Wilmington Transportation Company v. Railroad Commission of California

Decision Date01 February 1915
Docket NumberNo. 369,369
Citation59 L.Ed. 508,35 S.Ct. 276,236 U.S. 151
PartiesWILMINGTON TRANSPORTATION COMPANY, Plff. in Err., v. RAILROAD COMMISSION OF CALIFORNIA
CourtU.S. Supreme Court

Messrs. Edward E. Bacon and James A. Gibson for plaintiff in error.

Messrs. Max Thelen, Douglas Brookman, and Allan P. Matthew for defendant in error.

Mr.

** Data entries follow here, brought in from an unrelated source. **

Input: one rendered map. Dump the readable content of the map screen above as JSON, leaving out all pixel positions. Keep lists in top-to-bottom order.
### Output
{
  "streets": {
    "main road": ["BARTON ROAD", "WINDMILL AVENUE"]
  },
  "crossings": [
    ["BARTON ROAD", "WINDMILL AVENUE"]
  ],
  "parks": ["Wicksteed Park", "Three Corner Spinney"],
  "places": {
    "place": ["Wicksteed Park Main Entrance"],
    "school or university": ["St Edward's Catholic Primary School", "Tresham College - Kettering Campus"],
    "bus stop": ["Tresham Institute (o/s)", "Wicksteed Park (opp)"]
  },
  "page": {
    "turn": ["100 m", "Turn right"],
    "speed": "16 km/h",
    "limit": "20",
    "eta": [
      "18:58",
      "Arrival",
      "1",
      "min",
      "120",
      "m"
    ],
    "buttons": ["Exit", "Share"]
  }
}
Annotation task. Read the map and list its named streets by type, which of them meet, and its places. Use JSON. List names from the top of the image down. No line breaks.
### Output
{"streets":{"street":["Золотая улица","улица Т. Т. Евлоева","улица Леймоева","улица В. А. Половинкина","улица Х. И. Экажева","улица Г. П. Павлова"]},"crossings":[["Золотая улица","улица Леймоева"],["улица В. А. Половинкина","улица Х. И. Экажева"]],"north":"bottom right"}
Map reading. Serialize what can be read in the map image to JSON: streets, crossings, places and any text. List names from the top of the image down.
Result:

Justice Hughes delivered the opinion of the court:

The Wilmington Transportation Company, a corporation organized under the laws of the state of California, is engaged as a common carrier of passengers and goods by sea, between San Pedro, on the mainland, and Avalon, on Santa Catalina island, both places being within the county of Los Angeles, in that state. Merchants at Avalon, insisting that the rates charged for this transportation were unreasonable, presented their complaint to the railroad commission of the state of California, and asked that reasonable rates be fixed under the public utilities act of 1911. Stat. (Cal.) 1911, Ex. Sees. p. 18. The Transportation Company challenged the authority of the commission upon the ground that the business was subject exclusively to the regulating power of Congress. The commission overruled the contention, and its authority to prescribe reasonable rates between these ports of the state was sustained on writ of review by the state court. 166 Cal. 741, 137 Pac. 1153. The case has been brought here on error.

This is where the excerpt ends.